Wisdom is more chiaroscuro than prime colors
Truth and justice are characteristically earmarked by matters of degree
Constitutionally illiterate and philosophically stunted John Boehner, former Speaker of the House, maintains the following in his juvenile memoir, “You never get in trouble for something you don’t say.”
Think of the following. You are witnessing a rape. You say nothing. You refrain from reporting the rape to the police. The perpetrator eludes justice, and rapes multiple other women. Only a brute would not regret remaining silent in the face of injustice and crime. That understanding undergirds the federal misprision of felony prohibition in 18 U.S.C. 4. It provides, “Whoever, having knowledge of the actual commission of a felony cognizable by a court of the United States, conceals and does not as soon as possible make known the same to some judge or other person in civil or military authority under the United States, shall be fined under this title or imprisoned not more than three years or both.”

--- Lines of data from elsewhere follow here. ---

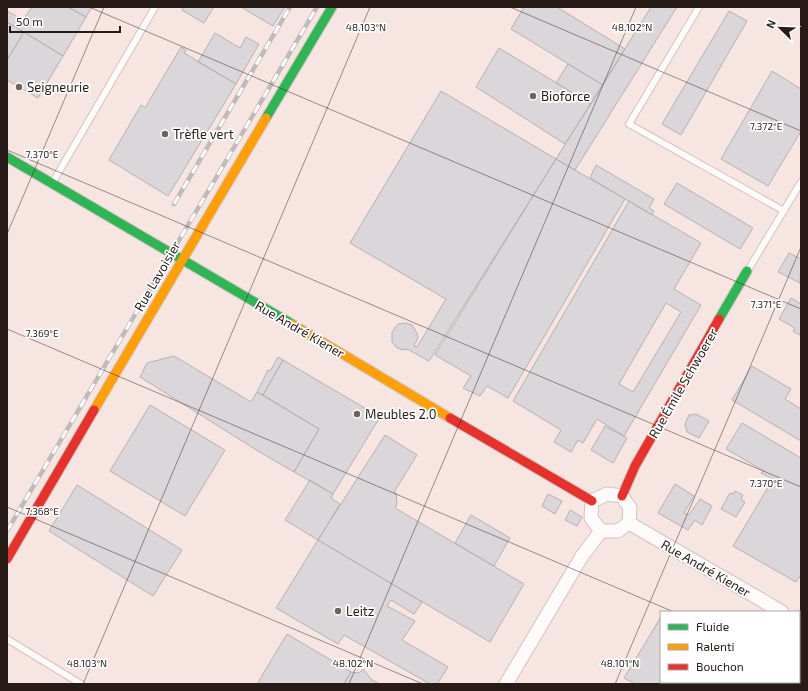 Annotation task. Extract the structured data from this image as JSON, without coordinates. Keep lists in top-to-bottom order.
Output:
{
  "streets": {
    "street": ["Rue Lavoisier", "Rue André Kiener", "Rue Émile Schwoerer"]
  },
  "crossings": [
    ["Rue Lavoisier", "Rue André Kiener"],
    ["Rue André Kiener", "Rue Émile Schwoerer"]
  ],
  "places": [
    "Seigneurie",
    "Bioforce",
    "Trèfle vert",
    "Meubles 2.0",
    "Leitz"
  ],
  "legend": ["Fluide", "Ralenti", "Bouchon"],
  "scale_bar": "50 m",
  "north": "top left",
  "coordinates": [
    "48.103°N",
    "48.102°N",
    "7.372°E",
    "7.370°E",
    "7.371°E",
    "7.369°E",
    "7.368°E",
    "48.101°N"
  ]
} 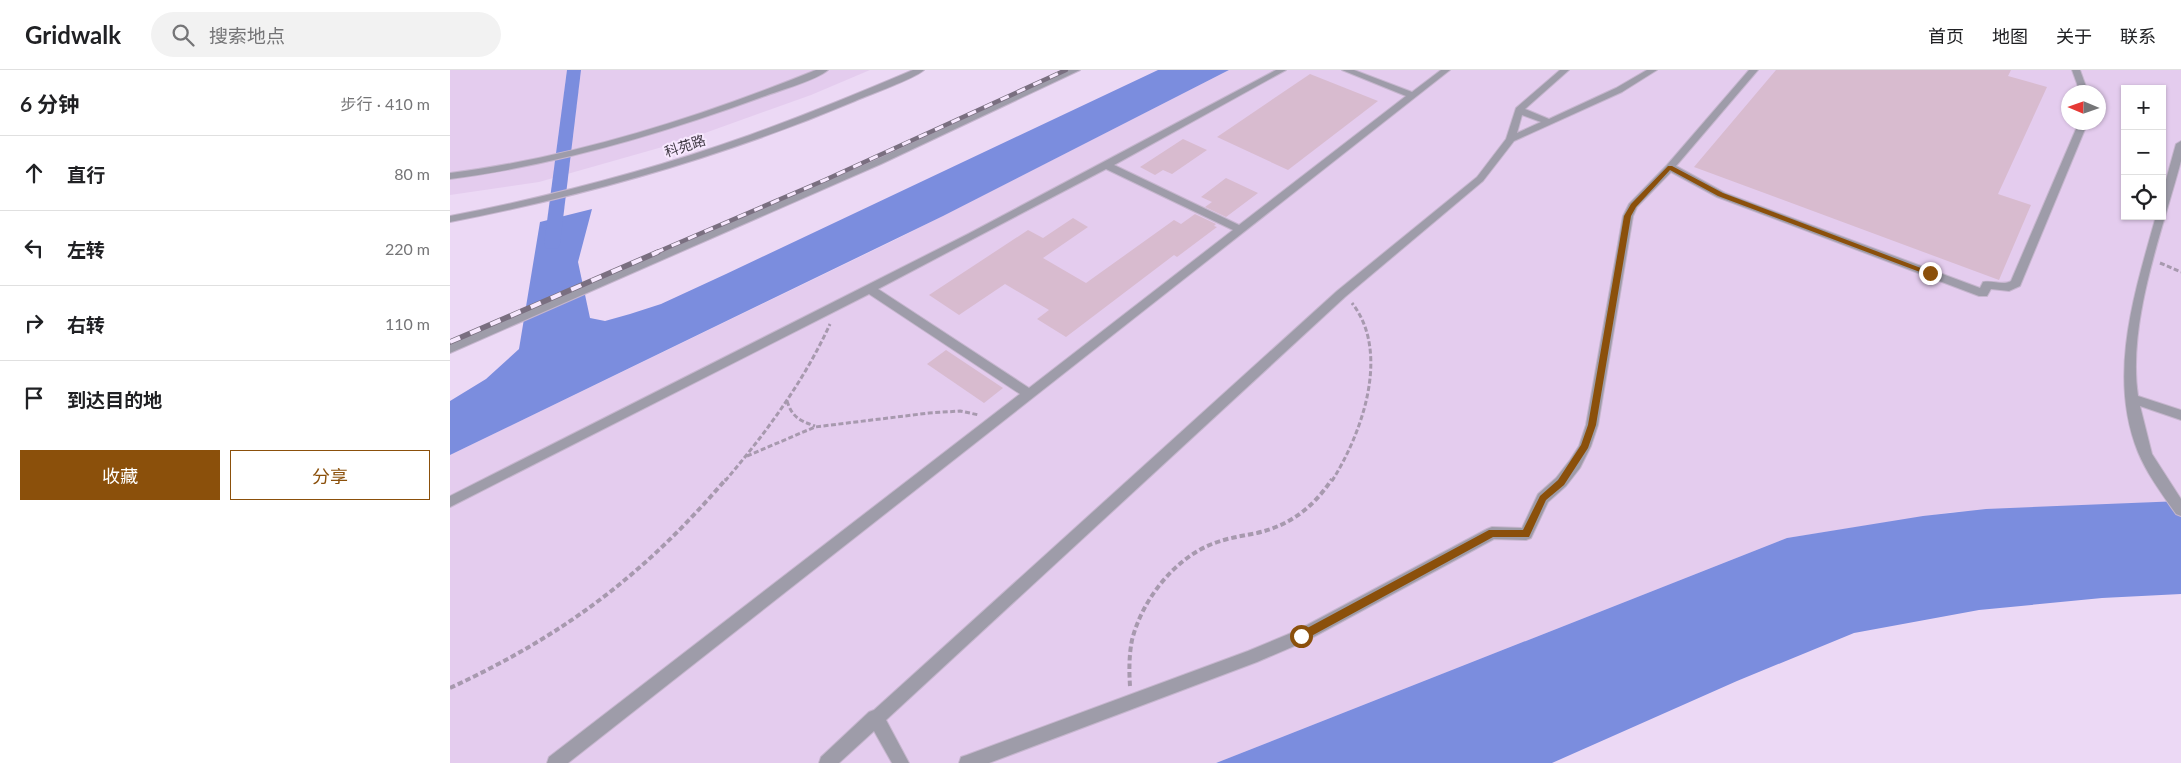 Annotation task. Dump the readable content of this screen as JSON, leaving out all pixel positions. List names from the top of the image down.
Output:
{
  "streets": {
    "street": ["科苑路"]
  },
  "north": "left",
  "page": {
    "header": "Gridwalk",
    "search": "搜索地点",
    "nav": [
      "首页",
      "地图",
      "关于",
      "联系"
    ],
    "heading": ["6 分钟", "步行 · 410 m"],
    "map_buttons": ["+", "−"],
    "list": [
      ["直行", "80 m"],
      ["左转", "220 m"],
      ["右转", "110 m"],
      "到达目的地"
    ],
    "buttons": ["收藏", "分享"]
  }
}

Speaker Boehner predictably said nothing as the White House usurped from Congress the war power, the treaty power, the oversight power, the legislative power, the power of the purse, the power of confirmation ad infinitum creating a presidency crowned with more unchecked power than King George III exercised over American colonists which provoked the Revolutionary War and Declaration of Independence.
It is terrifying that Boehner was elected House Speaker. It is even more terrifying that his constitutionally illiteracy and moral obtuseness has become the norm for the Speakership, including the incumbent Mike Johnson. As Goethe observed nearly two centuries ago, “There is nothing more frightful than ignorance in action.”